Откуда-то со стороны подбегает серенькая дума:
«Вот — сидят пятеро людей, все разные, а во всех есть одно — бесприютный народ…»
— Ой, господи! — стонет Наталья. — Спать — жарко, сидеть — душно!
А Шакир, размахивая полынью, горячо говорит дворнику:
— Зачем нарошна собирать такой мислям-та? Бог говорит- работай, русский говорит — зачем работать — все помираем! Зачем такой мисля нарошна бирот? Э, хитрый русский, не хочит работать-та!
Однажды после такой беседы Матвей ревниво спросил постоялку:
— Чего это вы доверчиво так с ним?
— Он — интересный! — сказала Евгения.
— А я полагаю, что и ему, как Маркушке, тоже на всё наплевать.
И, подумав, прибавил:
— Только — с другой стороны…
Женщина оглянулась, точно поискав кого-то глазами, и задумчиво сказала:
— Вот — Натрускин, помните?
— Евгенья Петровна! — заговорил он тихо и жалобно. — Ну, пожалей же меня! Полюби! Как нищий, прошу, — во всём поверю тебе, всё буду делать, как велишь!

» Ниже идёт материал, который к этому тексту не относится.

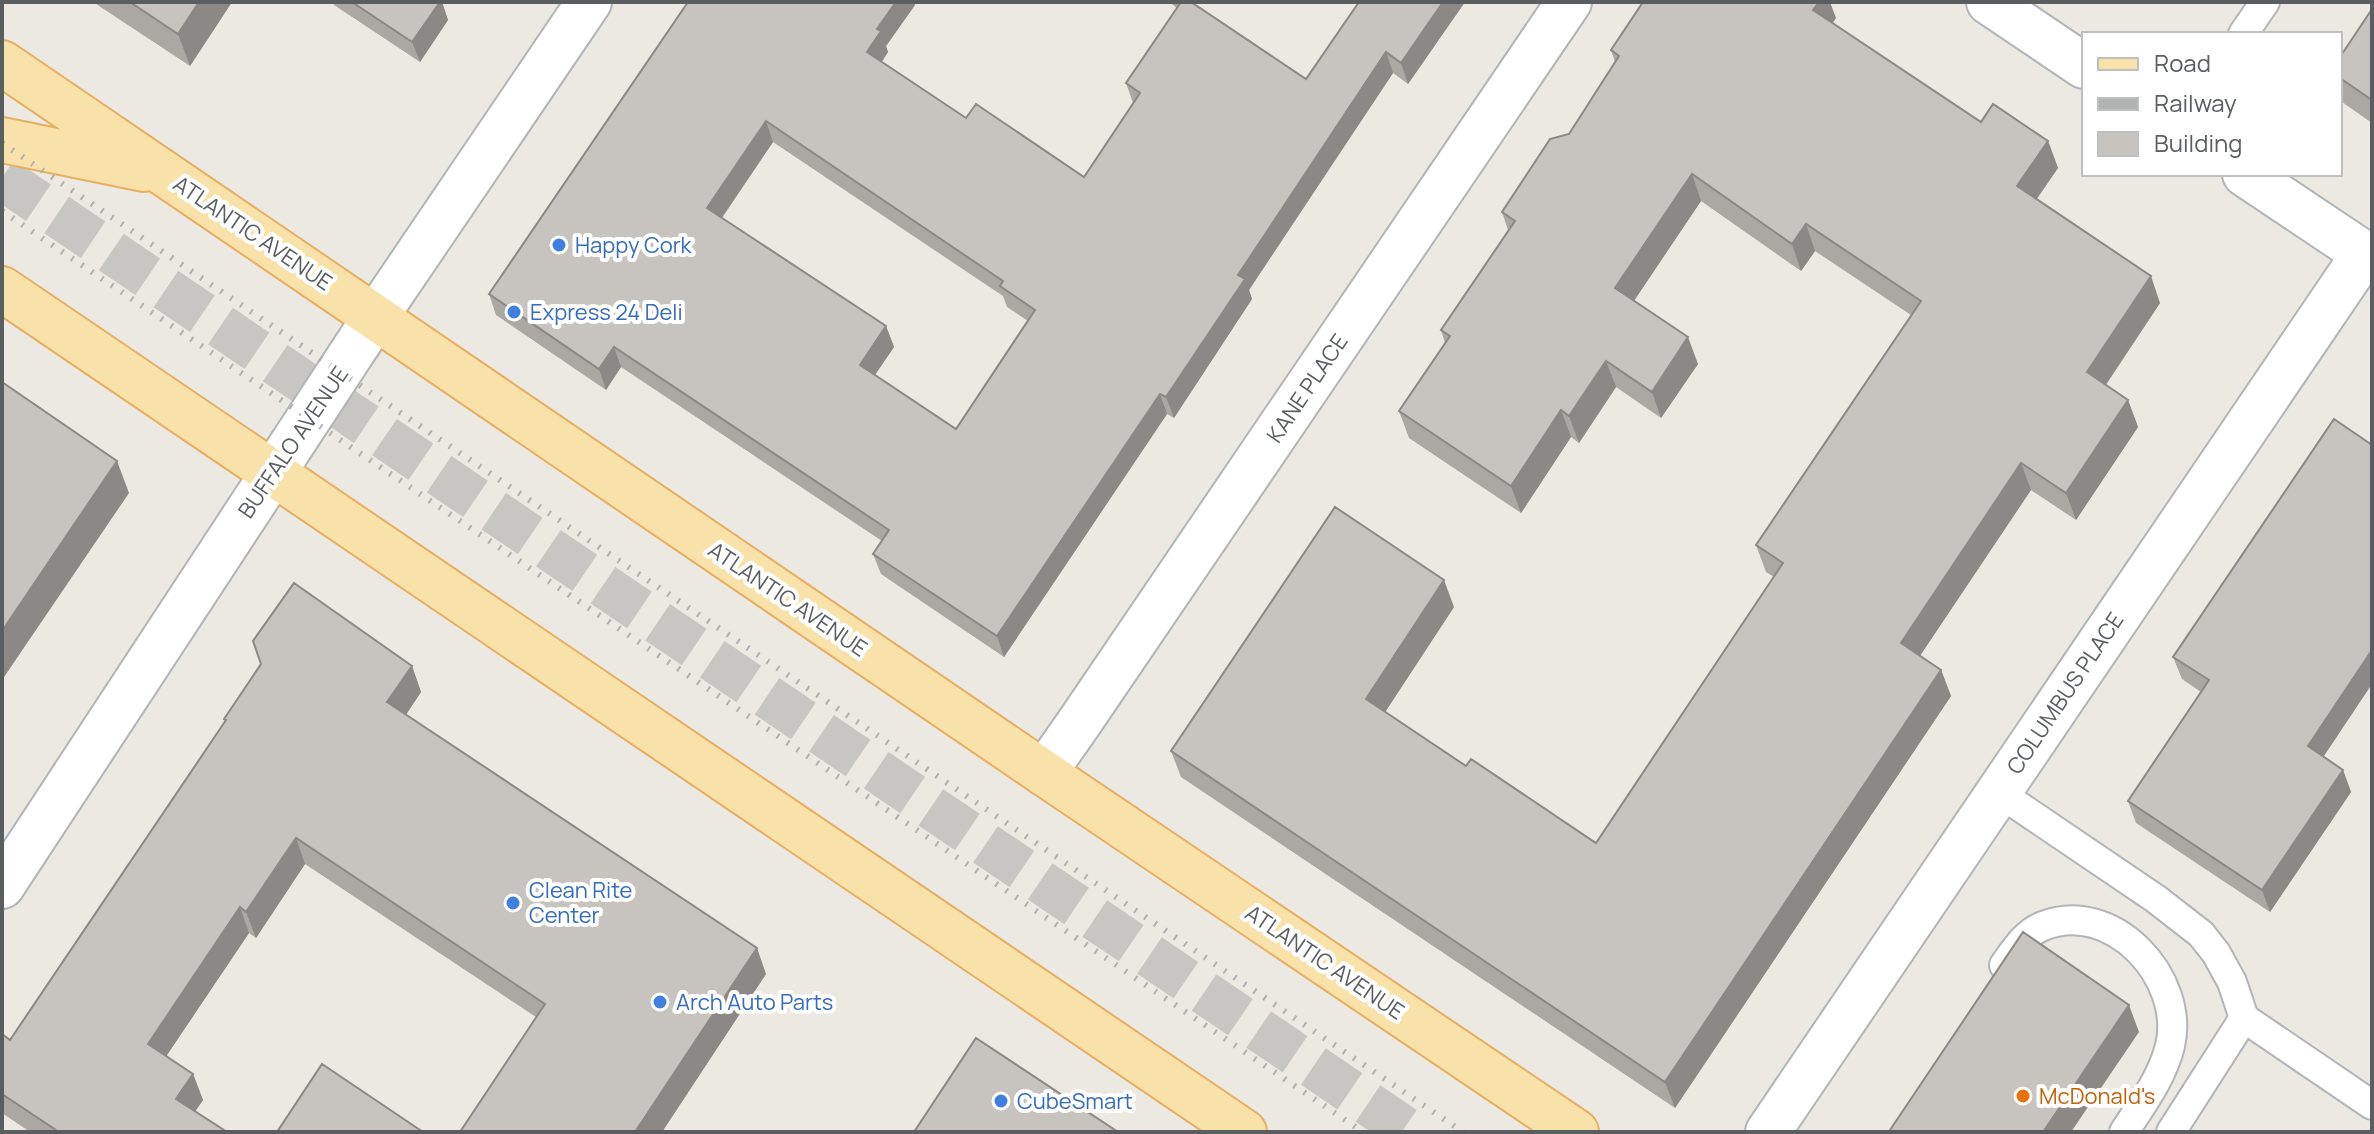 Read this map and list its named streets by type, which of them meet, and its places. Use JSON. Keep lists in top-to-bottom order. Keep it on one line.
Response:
{"streets":{"main road":["ATLANTIC AVENUE"],"street":["KANE PLACE","BUFFALO AVENUE","COLUMBUS PLACE"]},"crossings":[["ATLANTIC AVENUE","KANE PLACE"],["ATLANTIC AVENUE","BUFFALO AVENUE"]],"places":["Happy Cork","Express 24 Deli","Clean Rite Center","Arch Auto Parts","McDonald's","CubeSmart"],"legend":["Road","Railway","Building"]} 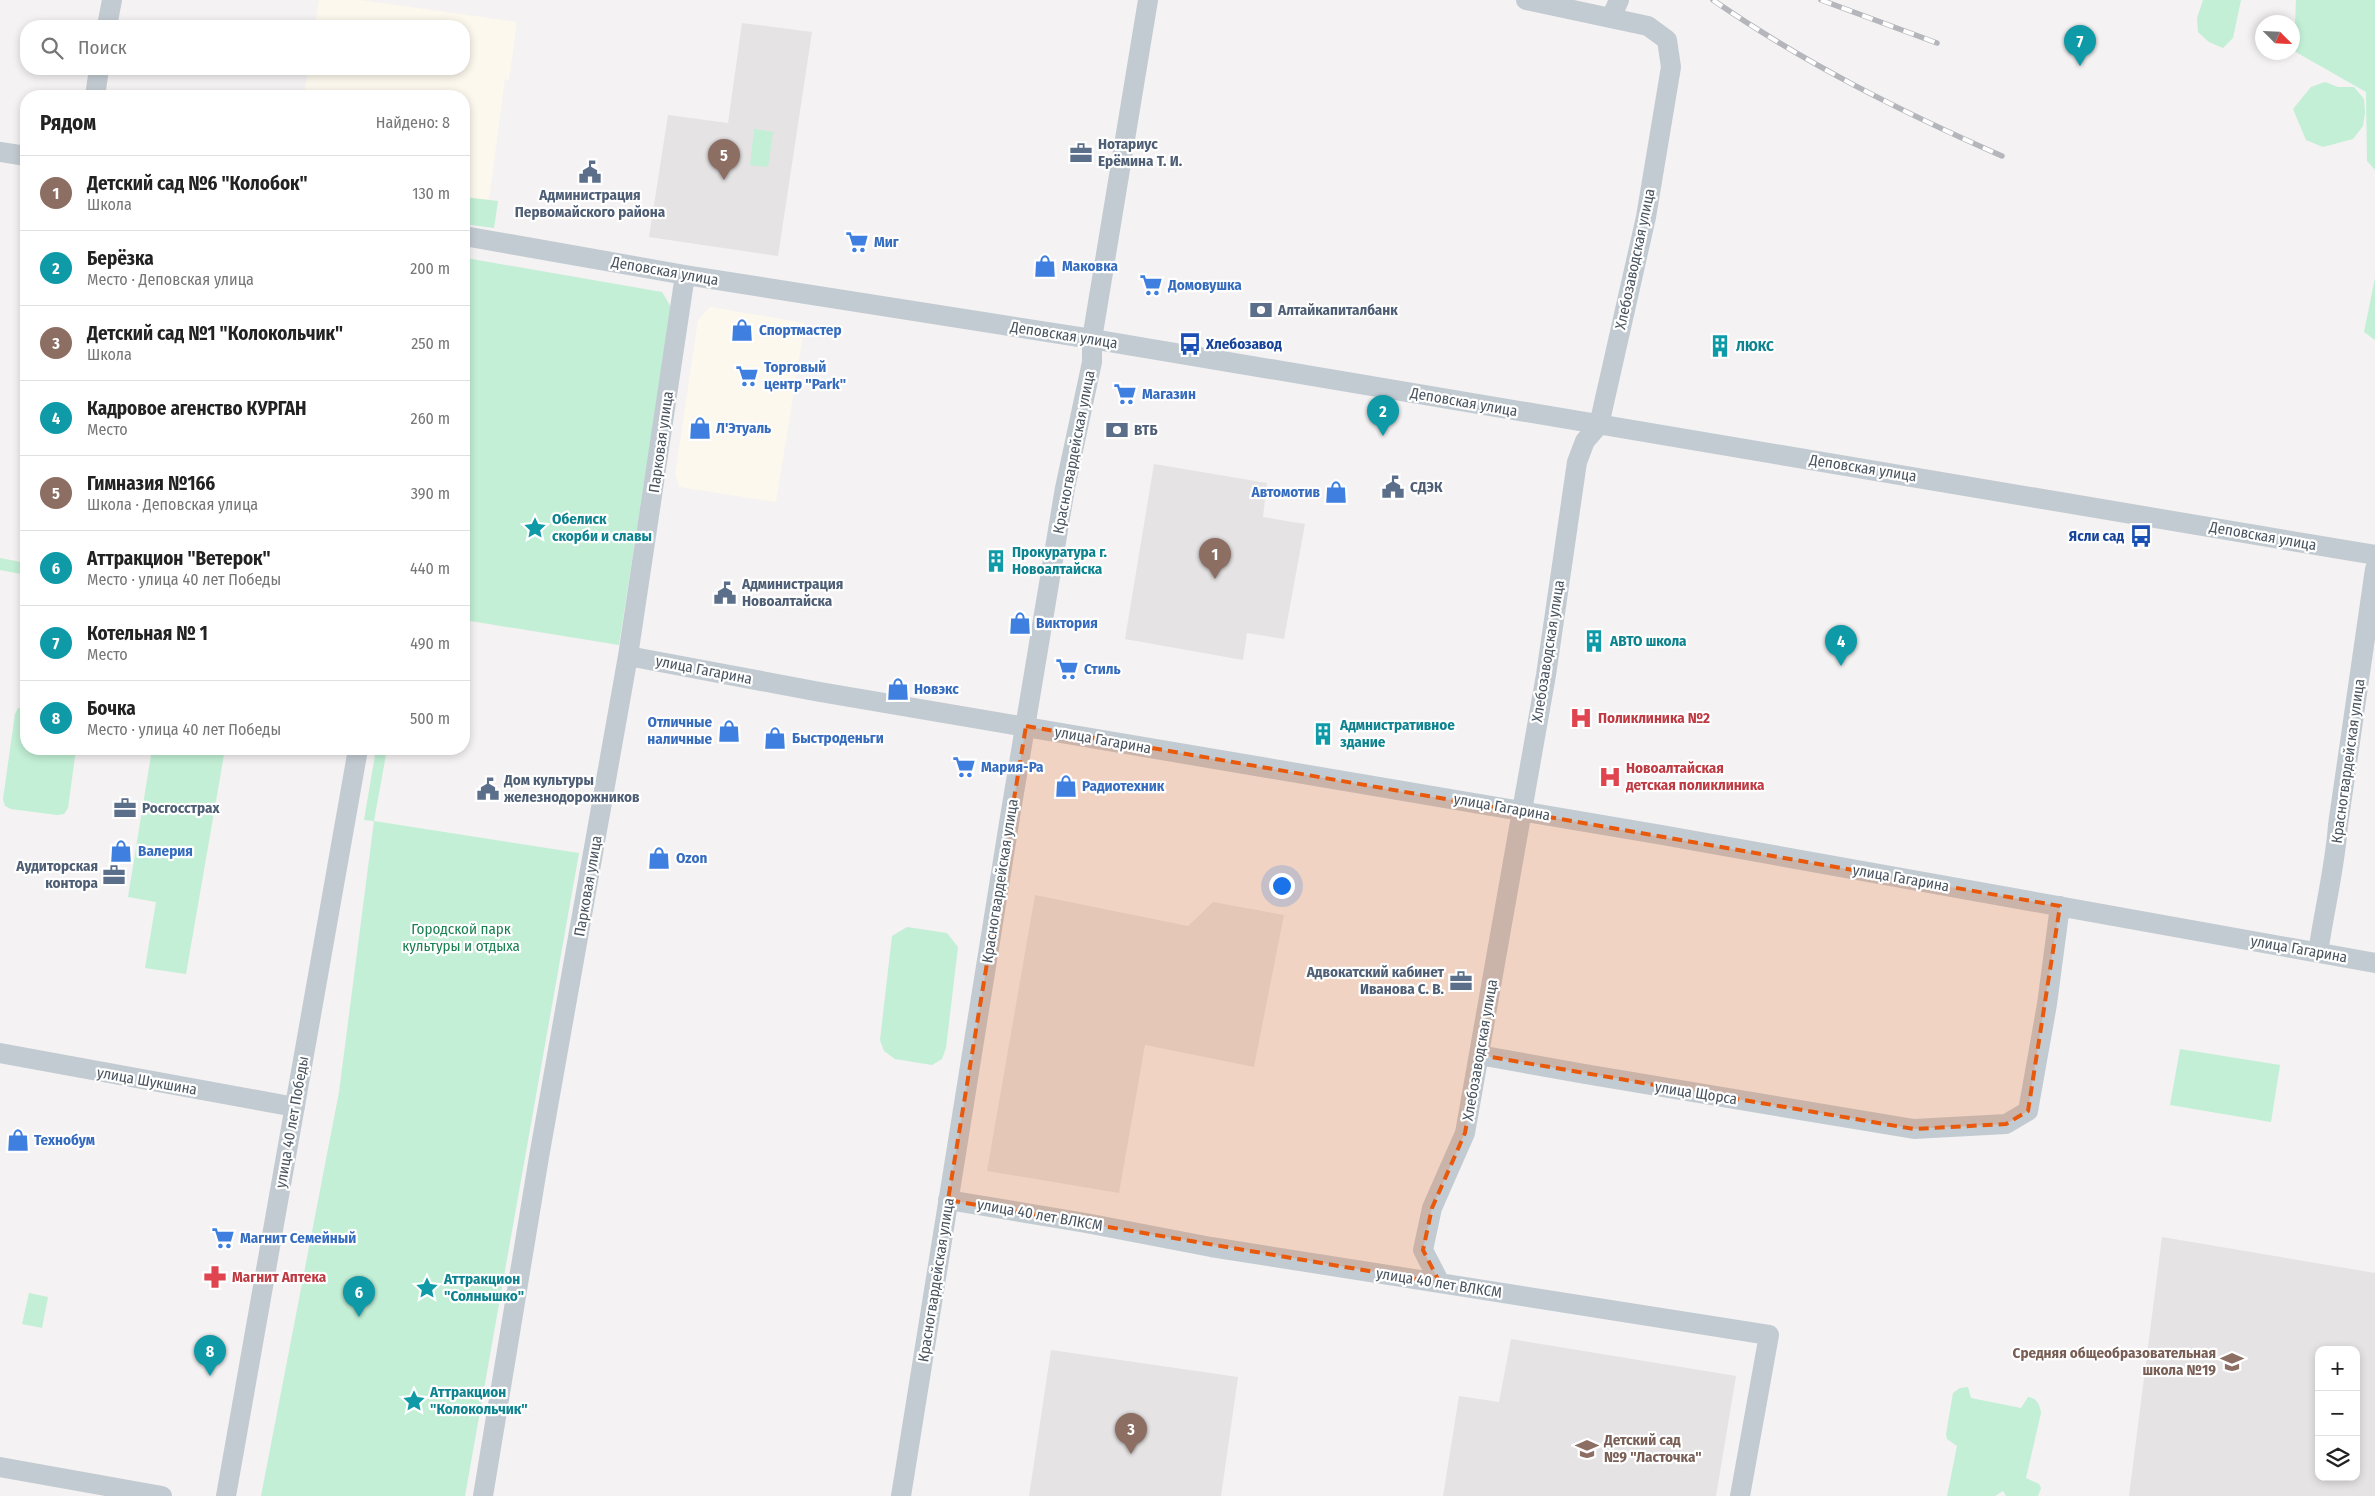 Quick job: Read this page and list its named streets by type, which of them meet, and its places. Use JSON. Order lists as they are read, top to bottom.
{
  "streets": {
    "street": [
      "Хлебозаводская улица",
      "Деповская улица",
      "Парковая улица",
      "Красногвардейская улица",
      "улица Гагарина",
      "улица Шукшина",
      "улица Щорса",
      "улица 40 лет Победы",
      "улица 40 лет ВЛКСМ"
    ]
  },
  "crossings": [
    ["Хлебозаводская улица", "Деповская улица"],
    ["Хлебозаводская улица", "улица Гагарина"],
    ["Хлебозаводская улица", "улица Щорса"],
    ["Хлебозаводская улица", "улица 40 лет ВЛКСМ"],
    ["Деповская улица", "Парковая улица"],
    ["Деповская улица", "Красногвардейская улица"],
    ["Парковая улица", "улица Гагарина"],
    ["Красногвардейская улица", "улица Гагарина"],
    ["Красногвардейская улица", "улица 40 лет ВЛКСМ"],
    ["улица Гагарина", "улица Щорса"],
    ["улица Шукшина", "улица 40 лет Победы"]
  ],
  "parks": ["Городской парк культуры и отдыха"],
  "places": {
    "office": [
      "Нотариус Ерёмина Т. И.",
      "Росгосстрах",
      "Аудиторская контора",
      "Адвокатский кабинет Иванова С. В."
    ],
    "public building": [
      "Администрация Первомайского района",
      "СДЭК",
      "Администрация Новоалтайска",
      "Дом культуры железнодорожников"
    ],
    "supermarket": [
      "Миг",
      "Домовушка",
      "Торговый центр \"Park\"",
      "Магазин",
      "Стиль",
      "Мария-Ра",
      "Магнит Семейный"
    ],
    "shop": [
      "Маковка",
      "Спортмастер",
      "Л'Этуаль",
      "Автомотив",
      "Виктория",
      "Новэкс",
      "Отличные наличные",
      "Быстроденьги",
      "Радиотехник",
      "Валерия",
      "Ozon",
      "Технобум"
    ],
    "bank": ["Алтайкапиталбанк", "ВТБ"],
    "bus stop": ["Хлебозавод", "Ясли сад"],
    "building": [
      "ЛЮКС",
      "Прокуратура г. Новоалтайска",
      "АВТО школа",
      "Адмнистративное здание"
    ],
    "place": ["Обелиск скорби и славы", "Аттракцион \"Солнышко\"", "Аттракцион \"Колокольчик\""],
    "hospital": ["Поликлиника №2", "Новоалтайская детская поликлиника"],
    "pharmacy": ["Магнит Аптека"],
    "school or university": ["Средняя общеобразовательная школа №19", "Детский сад №9 \"Ласточка\""]
  },
  "north": "bottom right",
  "page": {
    "search": "Поиск",
    "pins": [
      "7",
      "5",
      "2",
      "1",
      "4",
      "6",
      "8",
      "3"
    ],
    "heading": ["Рядом", "Найдено: 8"],
    "list": [
      {
        "mark": "1",
        "name": "Детский сад №6 \"Колобок\"",
        "note": "Школа",
        "value": "130 m"
      },
      {
        "mark": "2",
        "name": "Берёзка",
        "note": "Место · Деповская улица",
        "value": "200 m"
      },
      {
        "mark": "3",
        "name": "Детский сад №1 \"Колокольчик\"",
        "note": "Школа",
        "value": "250 m"
      },
      {
        "mark": "4",
        "name": "Кадровое агенство КУРГАН",
        "note": "Место",
        "value": "260 m"
      },
      {
        "mark": "5",
        "name": "Гимназия №166",
        "note": "Школа · Деповская улица",
        "value": "390 m"
      },
      {
        "mark": "6",
        "name": "Аттракцион \"Ветерок\"",
        "note": "Место · улица 40 лет Победы",
        "value": "440 m"
      },
      {
        "mark": "7",
        "name": "Котельная № 1",
        "note": "Место",
        "value": "490 m"
      },
      {
        "mark": "8",
        "name": "Бочка",
        "note": "Место · улица 40 лет Победы",
        "value": "500 m"
      }
    ],
    "map_buttons": ["+", "−"]
  }
}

Скажи мне: отдай всё мужикам, — отдам я!
— Знаете, что я решила? — услыхал он её спокойный голос. — Уеду я от вас скоро! Все видят, как вы относитесь ко мне, — это тяжело. Даже Боря спрашивает: почему он смотрит на тебя, точно индеец, — слышите?
— Пропаду я…
Она приподняла плечи и не торопясь отошла, покачивая головой.
И то, что она шла прочь от него не спеша, вызвало в нём острую мысль:
«Не решается, боится, может, думает — обману, не женюсь — милая! Нет, надобно смелее — чего я боюсь?»
Через несколько дней из «гнилого угла» подул влажный ветер, над Ляховским болотом поднялась чёрно-синяя туча и, развёртываясь в знойном небе траурным пологом, поплыла на город.
Шумно закричали вороны и галки, откуда-то налетели стружки и бестолково закружились по двору, полетела кострика и волокна пеньки, где-то гулко хлопнули ворота — точно выстрелило, — отовсюду со дворов понеслись крики женщин, подставлявших кадки под капель, визжали дети.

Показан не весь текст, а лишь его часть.